**Material for this exercise**
.....

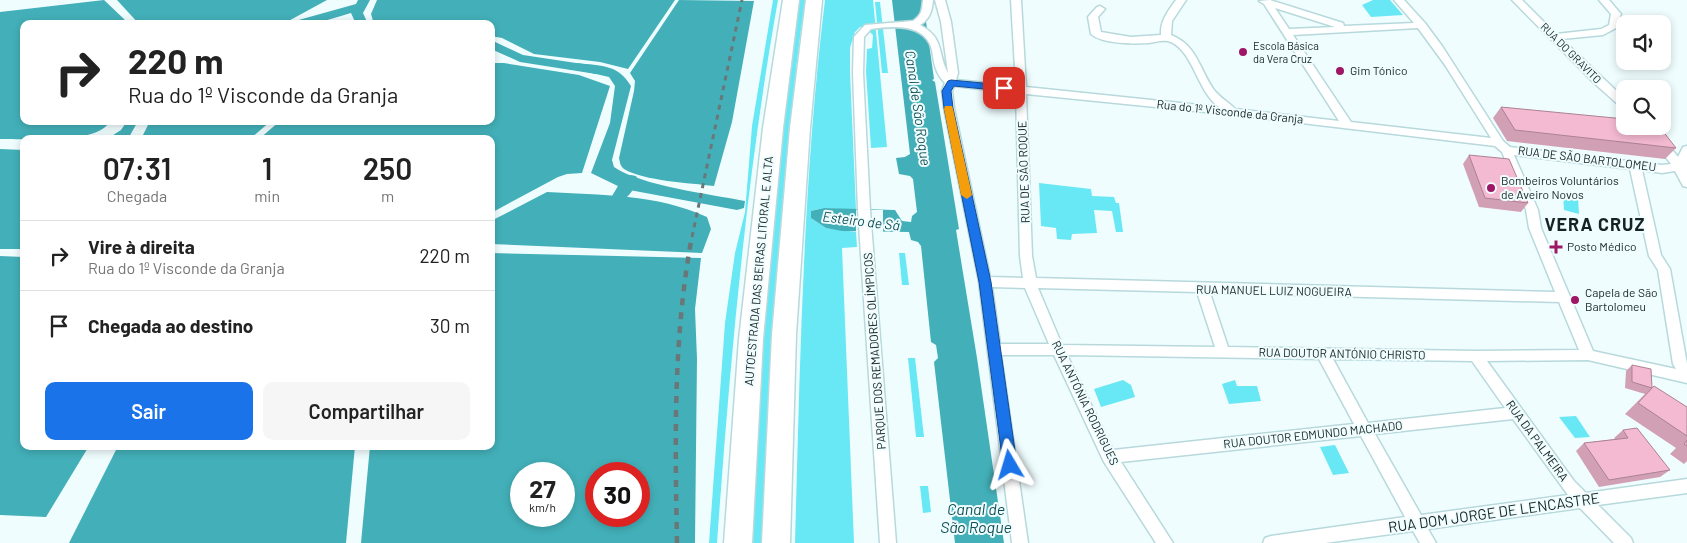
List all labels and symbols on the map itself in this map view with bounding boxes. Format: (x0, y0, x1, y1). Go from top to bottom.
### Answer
street label: RUA DO GRAVITO (1538, 20, 1604, 86)
place label: Escola Básica da Vera Cruz (1253, 39, 1319, 65)
marker: Escola Básica da Vera Cruz (1237, 46, 1249, 58)
water label: Canal de São Roque (902, 49, 935, 167)
place label: Gim Tónico (1350, 63, 1407, 77)
marker: Gim Tónico (1334, 65, 1346, 77)
pin (983, 67, 1025, 109)
street label: Rua do 1º Visconde da Granja (1156, 96, 1304, 126)
street label: RUA DE SÃO ROQUE (1014, 121, 1032, 224)
street label: RUA DE SÃO BARTOLOMEU (1517, 143, 1657, 173)
street label: AUTOESTRADA DAS BEIRAS LITORAL E ALTA (741, 155, 775, 386)
place label: Bombeiros Voluntários de Aveiro Novos (1501, 173, 1619, 201)
marker: Bombeiros Voluntários de Aveiro Novos (1485, 182, 1497, 194)
water label: Esteiro de Sá (822, 207, 901, 234)
district label: VERA CRUZ (1545, 213, 1645, 235)
place label: Posto Médico (1567, 239, 1637, 253)
marker: Posto Médico (1549, 240, 1563, 254)
street label: PARQUE DOS REMADORES OLÍMPICOS (860, 252, 888, 450)
street label: RUA MANUEL LUIZ NOGUEIRA (1196, 282, 1352, 298)
place label: Capela de São Bartolomeu (1585, 285, 1657, 313)
marker: Capela de São Bartolomeu (1569, 294, 1581, 306)
street label: RUA ANTÓNIA RODRIGUES (1050, 338, 1122, 467)
street label: RUA DOUTOR ANTÓNIO CHRISTO (1258, 345, 1426, 361)
street label: RUA DA PALMEIRA (1504, 397, 1572, 484)
street label: RUA DOUTOR EDMUNDO MACHADO (1223, 418, 1403, 450)
position arrow (983, 438, 1035, 490)
speed limit sign: 30 (585, 462, 650, 527)
street label: RUA DOM JORGE DE LENCASTRE (1387, 488, 1601, 536)
water label: Canal de São Roque (940, 499, 1012, 536)

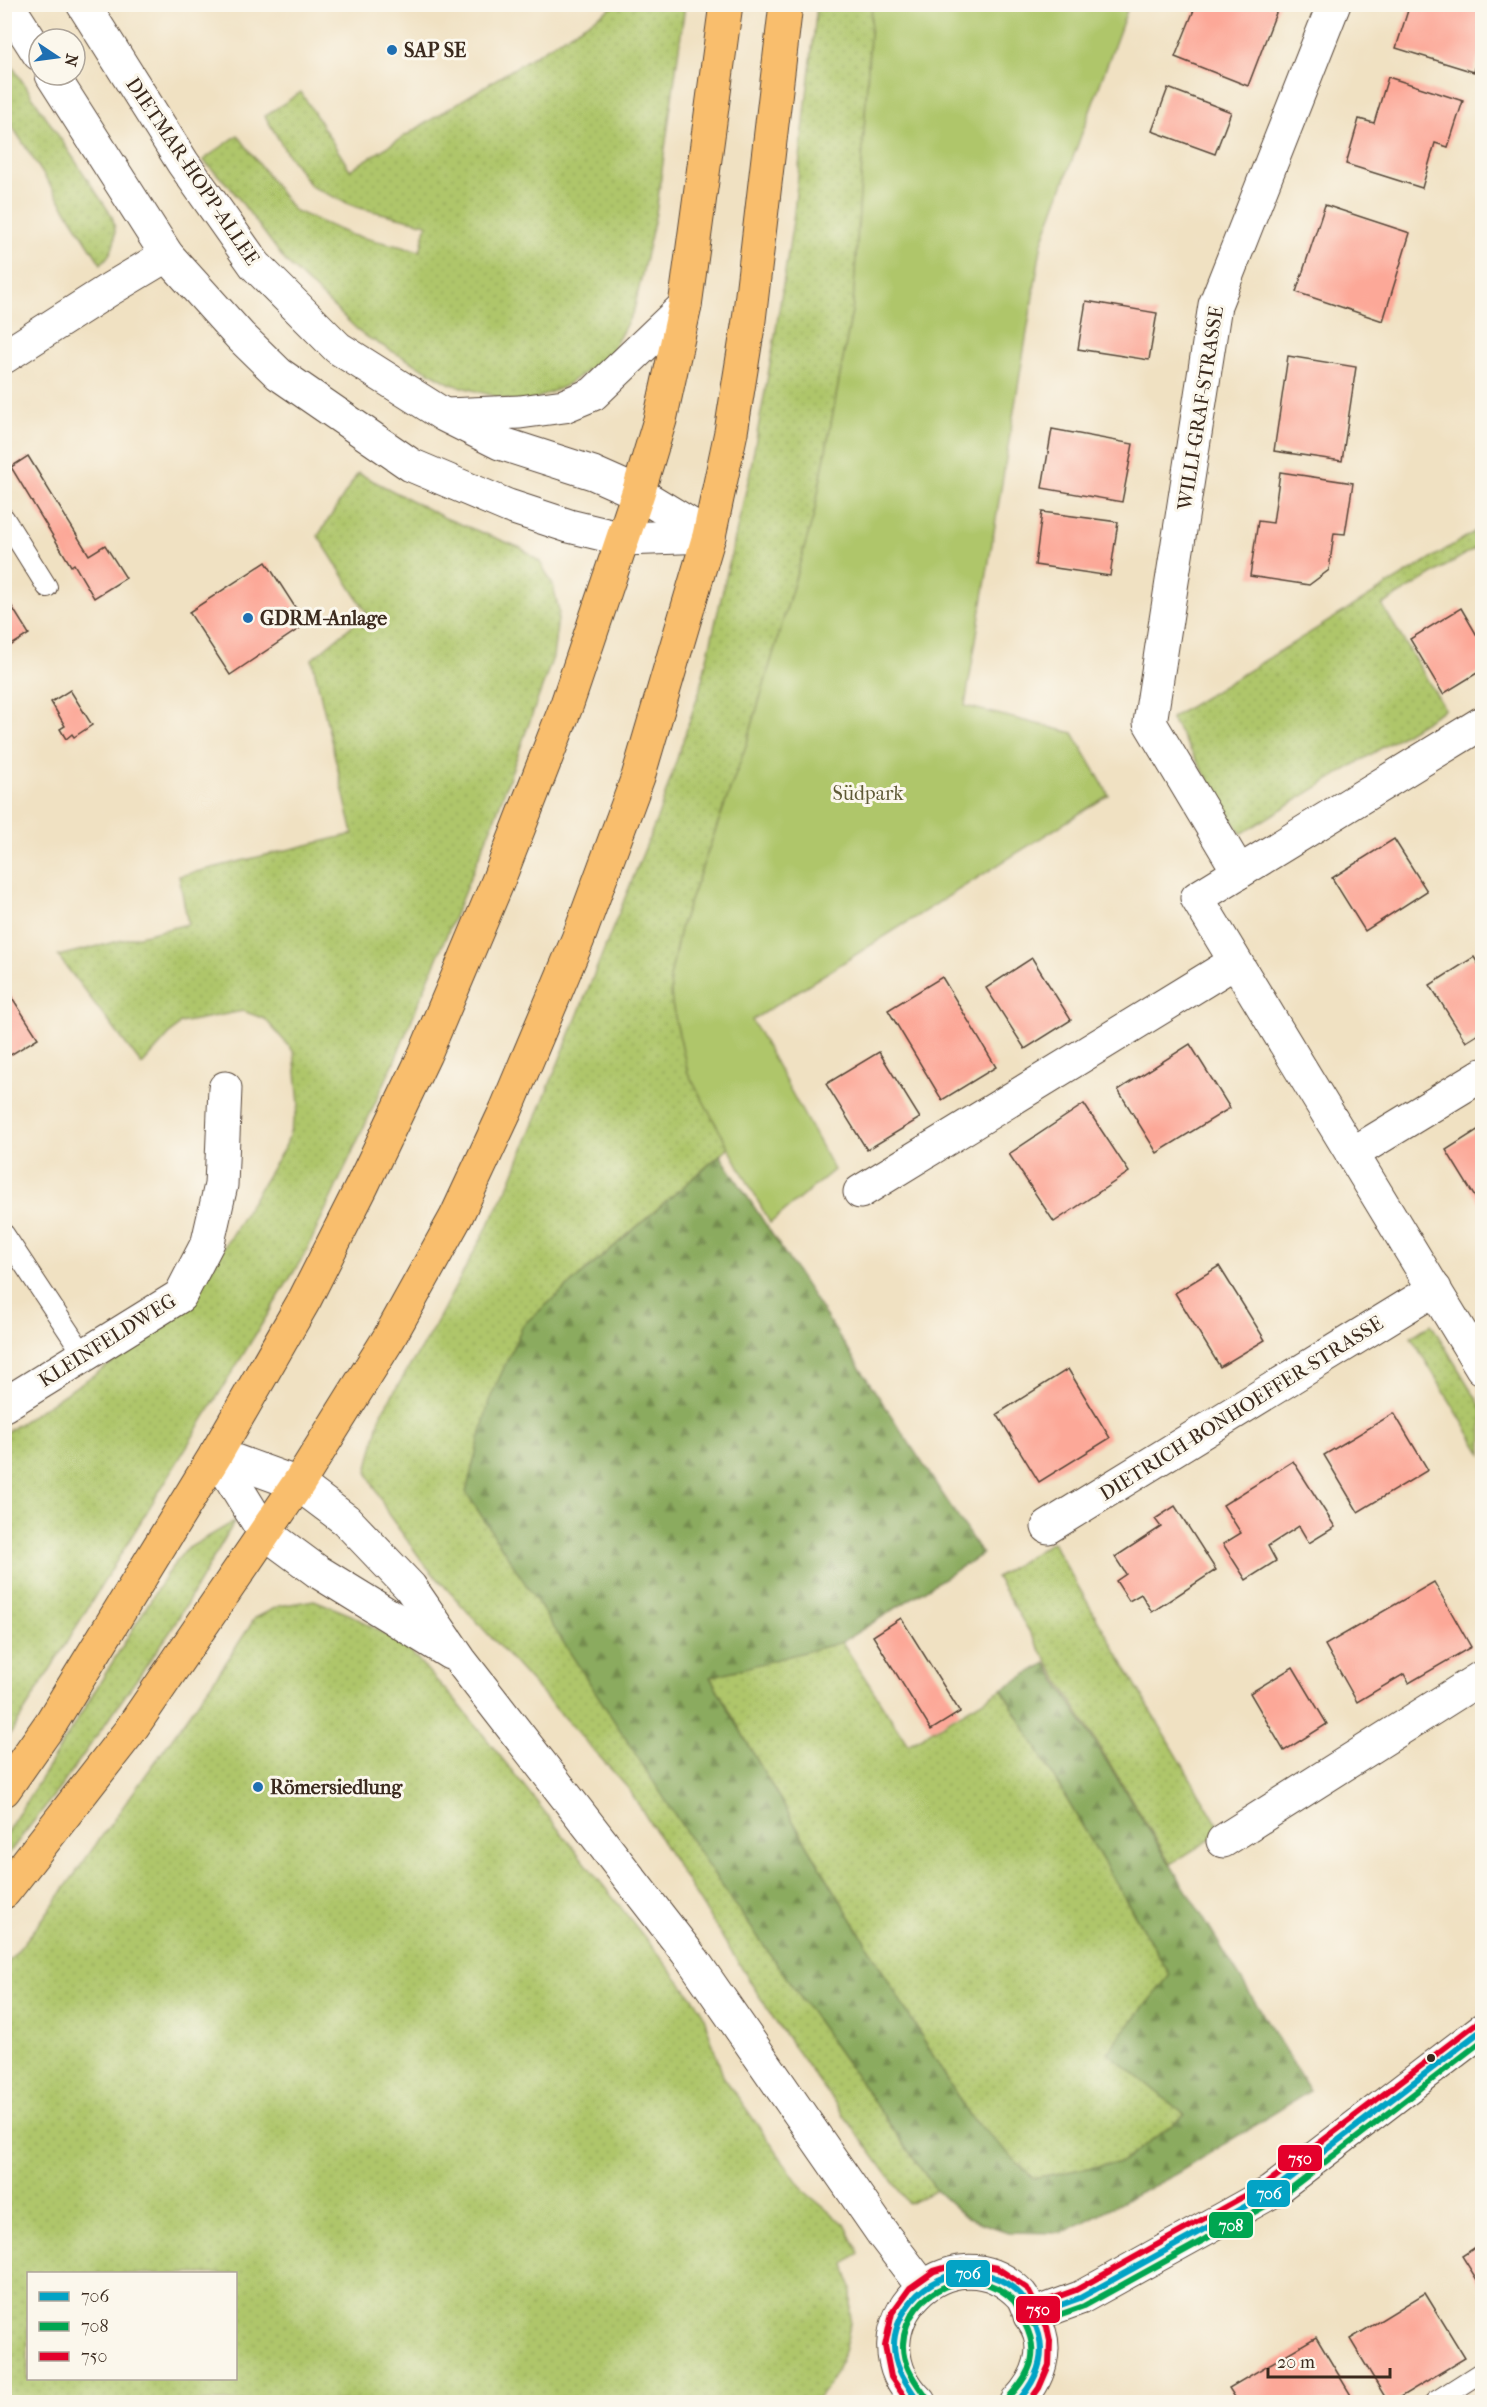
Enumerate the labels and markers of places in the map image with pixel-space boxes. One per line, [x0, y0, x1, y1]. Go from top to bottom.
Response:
place label: SAP SE [404, 39, 466, 62]
marker: SAP SE [385, 43, 399, 57]
place label: GDRM-Anlage [260, 607, 387, 630]
marker: GDRM-Anlage [241, 611, 255, 625]
place label: Römersiedlung [270, 1776, 403, 1799]
marker: Römersiedlung [251, 1780, 265, 1794]
unlabelled marker [1425, 2052, 1437, 2064]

.....

**Assignment**
All lines in the records above that contain "Voluntários" are to be reported.

**Output for this exercise**
place label: Bombeiros Voluntários de Aveiro Novos (1501, 173, 1619, 201)
marker: Bombeiros Voluntários de Aveiro Novos (1485, 182, 1497, 194)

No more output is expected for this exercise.